--- Your instructions ---
Work out how many lines below contain the word "casing", then give that number alone.

(Source records)
________________

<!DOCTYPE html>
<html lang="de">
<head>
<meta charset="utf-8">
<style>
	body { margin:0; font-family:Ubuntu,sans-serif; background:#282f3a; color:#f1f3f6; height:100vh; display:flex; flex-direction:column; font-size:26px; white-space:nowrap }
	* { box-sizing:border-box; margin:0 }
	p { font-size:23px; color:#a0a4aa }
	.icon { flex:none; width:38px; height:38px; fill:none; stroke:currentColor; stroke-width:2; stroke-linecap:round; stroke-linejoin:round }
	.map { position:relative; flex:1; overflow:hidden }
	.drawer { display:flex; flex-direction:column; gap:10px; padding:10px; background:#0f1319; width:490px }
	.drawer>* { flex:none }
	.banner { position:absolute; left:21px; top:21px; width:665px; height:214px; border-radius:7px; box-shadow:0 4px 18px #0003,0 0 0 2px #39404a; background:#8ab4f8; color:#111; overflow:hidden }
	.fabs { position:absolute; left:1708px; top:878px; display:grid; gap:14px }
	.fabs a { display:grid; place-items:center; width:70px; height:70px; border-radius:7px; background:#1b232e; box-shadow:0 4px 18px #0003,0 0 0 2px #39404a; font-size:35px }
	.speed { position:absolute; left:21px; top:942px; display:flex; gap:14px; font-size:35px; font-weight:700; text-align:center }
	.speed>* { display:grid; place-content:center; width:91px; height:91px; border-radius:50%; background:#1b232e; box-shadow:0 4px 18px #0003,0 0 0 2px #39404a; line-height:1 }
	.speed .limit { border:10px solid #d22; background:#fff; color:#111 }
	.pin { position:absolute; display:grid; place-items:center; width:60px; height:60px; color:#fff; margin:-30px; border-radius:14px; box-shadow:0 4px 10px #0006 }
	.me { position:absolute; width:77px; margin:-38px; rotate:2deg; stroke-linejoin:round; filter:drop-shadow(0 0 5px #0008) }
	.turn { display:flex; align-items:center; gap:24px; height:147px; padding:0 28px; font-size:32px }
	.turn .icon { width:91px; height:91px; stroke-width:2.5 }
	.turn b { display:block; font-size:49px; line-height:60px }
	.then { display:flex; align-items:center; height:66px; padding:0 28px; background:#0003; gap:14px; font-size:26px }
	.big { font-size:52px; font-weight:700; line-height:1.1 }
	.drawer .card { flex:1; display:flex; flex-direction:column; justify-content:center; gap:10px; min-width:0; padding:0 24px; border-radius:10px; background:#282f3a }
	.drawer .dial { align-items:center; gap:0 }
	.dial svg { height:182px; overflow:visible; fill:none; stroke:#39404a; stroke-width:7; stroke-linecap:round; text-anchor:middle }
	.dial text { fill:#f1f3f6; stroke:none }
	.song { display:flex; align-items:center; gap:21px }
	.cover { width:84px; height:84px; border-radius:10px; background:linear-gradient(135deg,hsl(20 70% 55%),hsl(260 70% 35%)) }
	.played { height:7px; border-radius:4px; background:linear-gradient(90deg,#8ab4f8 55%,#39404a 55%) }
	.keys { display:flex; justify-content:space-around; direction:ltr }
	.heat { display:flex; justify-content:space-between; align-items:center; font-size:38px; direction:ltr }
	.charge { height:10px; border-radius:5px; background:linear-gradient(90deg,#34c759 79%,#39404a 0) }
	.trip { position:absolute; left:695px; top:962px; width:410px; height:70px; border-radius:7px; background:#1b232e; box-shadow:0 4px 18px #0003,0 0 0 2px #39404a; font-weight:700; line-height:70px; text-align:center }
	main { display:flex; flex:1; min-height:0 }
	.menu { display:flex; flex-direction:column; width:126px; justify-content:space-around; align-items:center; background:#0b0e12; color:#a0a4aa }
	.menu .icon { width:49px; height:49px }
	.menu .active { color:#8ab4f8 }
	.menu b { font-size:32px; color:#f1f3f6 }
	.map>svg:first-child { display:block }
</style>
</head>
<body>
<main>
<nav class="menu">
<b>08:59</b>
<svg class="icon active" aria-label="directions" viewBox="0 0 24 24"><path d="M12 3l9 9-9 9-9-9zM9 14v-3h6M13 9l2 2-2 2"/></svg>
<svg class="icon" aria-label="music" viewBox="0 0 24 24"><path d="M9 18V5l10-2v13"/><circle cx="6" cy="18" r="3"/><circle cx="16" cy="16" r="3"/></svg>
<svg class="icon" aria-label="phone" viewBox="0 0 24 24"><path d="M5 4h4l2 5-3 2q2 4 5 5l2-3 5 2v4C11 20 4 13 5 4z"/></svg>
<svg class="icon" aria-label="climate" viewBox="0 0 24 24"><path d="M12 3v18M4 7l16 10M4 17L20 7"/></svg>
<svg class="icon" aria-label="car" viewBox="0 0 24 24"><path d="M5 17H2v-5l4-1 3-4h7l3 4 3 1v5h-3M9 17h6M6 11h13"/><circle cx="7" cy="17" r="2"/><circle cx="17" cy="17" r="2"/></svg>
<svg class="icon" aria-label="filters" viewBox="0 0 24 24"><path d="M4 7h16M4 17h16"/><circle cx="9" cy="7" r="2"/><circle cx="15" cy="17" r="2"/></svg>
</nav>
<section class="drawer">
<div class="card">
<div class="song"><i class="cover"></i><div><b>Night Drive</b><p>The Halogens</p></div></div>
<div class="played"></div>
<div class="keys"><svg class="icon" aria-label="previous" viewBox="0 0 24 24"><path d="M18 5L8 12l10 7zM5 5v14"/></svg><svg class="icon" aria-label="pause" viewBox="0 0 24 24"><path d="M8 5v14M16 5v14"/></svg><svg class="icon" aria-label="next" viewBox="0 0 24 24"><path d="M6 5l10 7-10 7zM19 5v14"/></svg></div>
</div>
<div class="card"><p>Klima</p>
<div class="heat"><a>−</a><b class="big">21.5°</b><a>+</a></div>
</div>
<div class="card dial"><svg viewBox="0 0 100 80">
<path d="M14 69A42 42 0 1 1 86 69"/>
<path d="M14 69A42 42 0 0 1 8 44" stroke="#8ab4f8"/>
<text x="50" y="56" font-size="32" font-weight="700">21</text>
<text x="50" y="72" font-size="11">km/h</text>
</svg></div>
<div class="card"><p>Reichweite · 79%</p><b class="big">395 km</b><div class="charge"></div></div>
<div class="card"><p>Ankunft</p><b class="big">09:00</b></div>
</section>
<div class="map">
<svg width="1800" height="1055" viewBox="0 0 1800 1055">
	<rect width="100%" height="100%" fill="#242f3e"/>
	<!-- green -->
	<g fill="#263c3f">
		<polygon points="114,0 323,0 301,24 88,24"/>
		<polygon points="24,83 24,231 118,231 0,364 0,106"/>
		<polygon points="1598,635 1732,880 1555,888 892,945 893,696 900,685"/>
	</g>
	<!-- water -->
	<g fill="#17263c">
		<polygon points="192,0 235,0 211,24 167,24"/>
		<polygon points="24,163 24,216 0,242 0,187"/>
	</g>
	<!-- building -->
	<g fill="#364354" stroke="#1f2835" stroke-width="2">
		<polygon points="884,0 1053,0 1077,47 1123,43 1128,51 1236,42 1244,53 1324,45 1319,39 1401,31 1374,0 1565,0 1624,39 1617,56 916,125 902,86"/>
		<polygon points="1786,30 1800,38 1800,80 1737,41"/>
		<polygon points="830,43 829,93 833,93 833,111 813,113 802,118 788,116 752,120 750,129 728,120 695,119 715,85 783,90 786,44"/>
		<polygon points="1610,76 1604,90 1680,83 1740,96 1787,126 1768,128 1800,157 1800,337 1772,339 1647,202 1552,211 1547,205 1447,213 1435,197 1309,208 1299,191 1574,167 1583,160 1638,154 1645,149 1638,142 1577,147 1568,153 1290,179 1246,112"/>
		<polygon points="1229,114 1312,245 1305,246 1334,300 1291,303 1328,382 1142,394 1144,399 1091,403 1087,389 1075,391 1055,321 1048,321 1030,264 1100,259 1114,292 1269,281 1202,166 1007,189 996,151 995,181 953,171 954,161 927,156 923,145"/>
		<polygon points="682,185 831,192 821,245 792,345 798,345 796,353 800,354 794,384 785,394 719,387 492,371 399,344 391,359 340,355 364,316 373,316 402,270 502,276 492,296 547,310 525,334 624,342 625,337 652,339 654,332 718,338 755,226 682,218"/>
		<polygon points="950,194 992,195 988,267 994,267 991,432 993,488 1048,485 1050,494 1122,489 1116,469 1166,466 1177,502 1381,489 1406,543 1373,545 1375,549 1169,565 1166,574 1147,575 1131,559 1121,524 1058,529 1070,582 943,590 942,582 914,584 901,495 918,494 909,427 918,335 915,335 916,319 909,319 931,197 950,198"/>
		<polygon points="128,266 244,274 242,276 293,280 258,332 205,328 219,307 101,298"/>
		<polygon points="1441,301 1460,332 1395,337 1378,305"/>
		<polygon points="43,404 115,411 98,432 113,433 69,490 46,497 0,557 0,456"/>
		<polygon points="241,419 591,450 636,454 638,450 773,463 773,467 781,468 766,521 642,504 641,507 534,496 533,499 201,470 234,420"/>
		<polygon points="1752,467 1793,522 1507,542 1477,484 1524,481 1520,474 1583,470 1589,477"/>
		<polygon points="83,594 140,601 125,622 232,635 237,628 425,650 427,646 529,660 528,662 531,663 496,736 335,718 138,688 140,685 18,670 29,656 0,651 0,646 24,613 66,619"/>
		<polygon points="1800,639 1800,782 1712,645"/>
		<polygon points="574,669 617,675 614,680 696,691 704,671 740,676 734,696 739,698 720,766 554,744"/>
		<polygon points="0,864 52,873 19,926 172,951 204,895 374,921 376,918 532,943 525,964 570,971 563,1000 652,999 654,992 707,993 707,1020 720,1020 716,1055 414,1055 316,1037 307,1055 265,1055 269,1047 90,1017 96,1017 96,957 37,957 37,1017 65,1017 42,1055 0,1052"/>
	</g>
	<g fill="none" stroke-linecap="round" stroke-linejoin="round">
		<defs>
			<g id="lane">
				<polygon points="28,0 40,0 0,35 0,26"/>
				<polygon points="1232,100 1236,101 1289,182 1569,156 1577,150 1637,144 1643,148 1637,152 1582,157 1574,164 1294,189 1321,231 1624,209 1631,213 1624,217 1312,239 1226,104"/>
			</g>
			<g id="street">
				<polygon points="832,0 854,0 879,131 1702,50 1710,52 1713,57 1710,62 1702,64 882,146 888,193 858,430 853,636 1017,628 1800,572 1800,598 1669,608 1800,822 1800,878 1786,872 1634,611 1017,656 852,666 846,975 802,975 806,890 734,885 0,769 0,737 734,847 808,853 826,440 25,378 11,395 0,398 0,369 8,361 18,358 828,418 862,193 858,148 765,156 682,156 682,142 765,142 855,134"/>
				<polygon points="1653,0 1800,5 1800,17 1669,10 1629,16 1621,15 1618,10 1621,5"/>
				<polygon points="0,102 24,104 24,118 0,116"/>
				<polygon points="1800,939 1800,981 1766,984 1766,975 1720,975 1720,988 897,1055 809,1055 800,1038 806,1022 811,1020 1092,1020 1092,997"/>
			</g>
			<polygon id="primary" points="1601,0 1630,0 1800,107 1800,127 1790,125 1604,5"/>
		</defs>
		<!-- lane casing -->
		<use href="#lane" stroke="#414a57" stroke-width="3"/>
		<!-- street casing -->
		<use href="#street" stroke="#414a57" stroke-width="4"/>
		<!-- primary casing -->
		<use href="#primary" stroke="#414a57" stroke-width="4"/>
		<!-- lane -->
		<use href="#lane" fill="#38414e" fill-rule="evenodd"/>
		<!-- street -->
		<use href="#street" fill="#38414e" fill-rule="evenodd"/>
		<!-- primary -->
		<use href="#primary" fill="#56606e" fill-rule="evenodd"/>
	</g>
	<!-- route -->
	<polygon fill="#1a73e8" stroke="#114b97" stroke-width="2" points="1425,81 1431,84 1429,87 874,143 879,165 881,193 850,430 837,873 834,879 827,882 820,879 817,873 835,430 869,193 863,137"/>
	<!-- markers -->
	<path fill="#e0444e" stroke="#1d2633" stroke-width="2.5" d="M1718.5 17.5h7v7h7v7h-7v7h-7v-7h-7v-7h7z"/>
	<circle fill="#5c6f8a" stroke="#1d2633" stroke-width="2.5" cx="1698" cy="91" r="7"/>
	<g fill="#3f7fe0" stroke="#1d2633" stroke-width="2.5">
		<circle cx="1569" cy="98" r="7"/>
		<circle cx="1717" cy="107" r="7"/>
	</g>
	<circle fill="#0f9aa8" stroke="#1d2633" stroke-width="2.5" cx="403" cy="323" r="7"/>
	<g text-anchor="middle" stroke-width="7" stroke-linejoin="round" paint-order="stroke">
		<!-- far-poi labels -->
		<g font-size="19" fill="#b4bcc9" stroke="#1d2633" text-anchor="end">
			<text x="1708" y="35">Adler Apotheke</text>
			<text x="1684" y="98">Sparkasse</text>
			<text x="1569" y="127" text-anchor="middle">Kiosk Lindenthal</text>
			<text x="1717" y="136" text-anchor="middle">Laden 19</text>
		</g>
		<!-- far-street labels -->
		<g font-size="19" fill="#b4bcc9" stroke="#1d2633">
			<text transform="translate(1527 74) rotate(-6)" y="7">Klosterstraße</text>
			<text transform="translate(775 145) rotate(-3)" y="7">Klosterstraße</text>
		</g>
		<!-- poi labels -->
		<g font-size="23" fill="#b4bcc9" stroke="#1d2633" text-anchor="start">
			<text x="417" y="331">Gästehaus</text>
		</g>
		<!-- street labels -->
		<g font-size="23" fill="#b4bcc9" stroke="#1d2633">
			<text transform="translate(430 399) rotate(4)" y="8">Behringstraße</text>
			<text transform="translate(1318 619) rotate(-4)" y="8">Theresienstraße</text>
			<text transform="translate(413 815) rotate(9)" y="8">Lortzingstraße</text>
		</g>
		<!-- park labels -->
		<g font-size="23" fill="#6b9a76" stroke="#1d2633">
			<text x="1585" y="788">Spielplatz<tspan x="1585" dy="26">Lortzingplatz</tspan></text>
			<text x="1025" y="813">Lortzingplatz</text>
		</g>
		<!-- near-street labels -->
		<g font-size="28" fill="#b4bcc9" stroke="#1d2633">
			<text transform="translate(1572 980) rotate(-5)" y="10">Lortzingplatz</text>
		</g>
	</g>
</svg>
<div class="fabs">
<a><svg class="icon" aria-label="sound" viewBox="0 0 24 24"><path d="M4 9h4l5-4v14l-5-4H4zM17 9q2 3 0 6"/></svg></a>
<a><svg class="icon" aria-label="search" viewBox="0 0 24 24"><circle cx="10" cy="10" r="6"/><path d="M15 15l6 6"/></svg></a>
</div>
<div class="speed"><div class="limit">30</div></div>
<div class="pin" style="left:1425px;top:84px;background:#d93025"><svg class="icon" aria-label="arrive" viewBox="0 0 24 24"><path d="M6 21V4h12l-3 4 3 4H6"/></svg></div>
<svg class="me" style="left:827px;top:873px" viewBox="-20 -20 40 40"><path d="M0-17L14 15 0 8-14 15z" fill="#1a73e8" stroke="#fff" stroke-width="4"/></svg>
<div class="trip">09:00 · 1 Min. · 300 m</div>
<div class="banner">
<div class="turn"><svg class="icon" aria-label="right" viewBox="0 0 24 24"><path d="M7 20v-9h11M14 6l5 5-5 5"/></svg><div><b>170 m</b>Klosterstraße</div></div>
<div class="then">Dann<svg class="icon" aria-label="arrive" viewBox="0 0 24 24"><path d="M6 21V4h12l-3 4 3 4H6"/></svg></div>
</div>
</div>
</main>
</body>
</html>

________________

--- The completed task ---
3